Work item: The required output is every entry, printed exactly as written.

Collected data
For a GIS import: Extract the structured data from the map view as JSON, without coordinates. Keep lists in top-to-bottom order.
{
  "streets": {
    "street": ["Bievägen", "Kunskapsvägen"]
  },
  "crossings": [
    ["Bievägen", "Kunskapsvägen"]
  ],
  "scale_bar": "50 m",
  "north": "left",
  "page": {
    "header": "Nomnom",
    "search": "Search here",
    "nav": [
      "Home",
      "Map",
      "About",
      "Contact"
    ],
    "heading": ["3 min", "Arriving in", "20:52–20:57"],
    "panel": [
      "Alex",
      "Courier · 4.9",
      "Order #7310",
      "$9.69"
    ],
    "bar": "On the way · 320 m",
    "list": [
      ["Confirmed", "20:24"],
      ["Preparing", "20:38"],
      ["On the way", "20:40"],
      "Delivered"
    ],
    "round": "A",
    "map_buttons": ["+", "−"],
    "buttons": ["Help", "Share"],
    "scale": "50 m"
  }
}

Answer to this exercise:
For a GIS import: Extract the structured data from the map view as JSON, without coordinates. Keep lists in top-to-bottom order.
{
  "streets": {
    "street": ["Bievägen", "Kunskapsvägen"]
  },
  "crossings": [
    ["Bievägen", "Kunskapsvägen"]
  ],
  "scale_bar": "50 m",
  "north": "left",
  "page": {
    "header": "Nomnom",
    "search": "Search here",
    "nav": [
      "Home",
      "Map",
      "About",
      "Contact"
    ],
    "heading": ["3 min", "Arriving in", "20:52–20:57"],
    "panel": [
      "Alex",
      "Courier · 4.9",
      "Order #7310",
      "$9.69"
    ],
    "bar": "On the way · 320 m",
    "list": [
      ["Confirmed", "20:24"],
      ["Preparing", "20:38"],
      ["On the way", "20:40"],
      "Delivered"
    ],
    "round": "A",
    "map_buttons": ["+", "−"],
    "buttons": ["Help", "Share"],
    "scale": "50 m"
  }
}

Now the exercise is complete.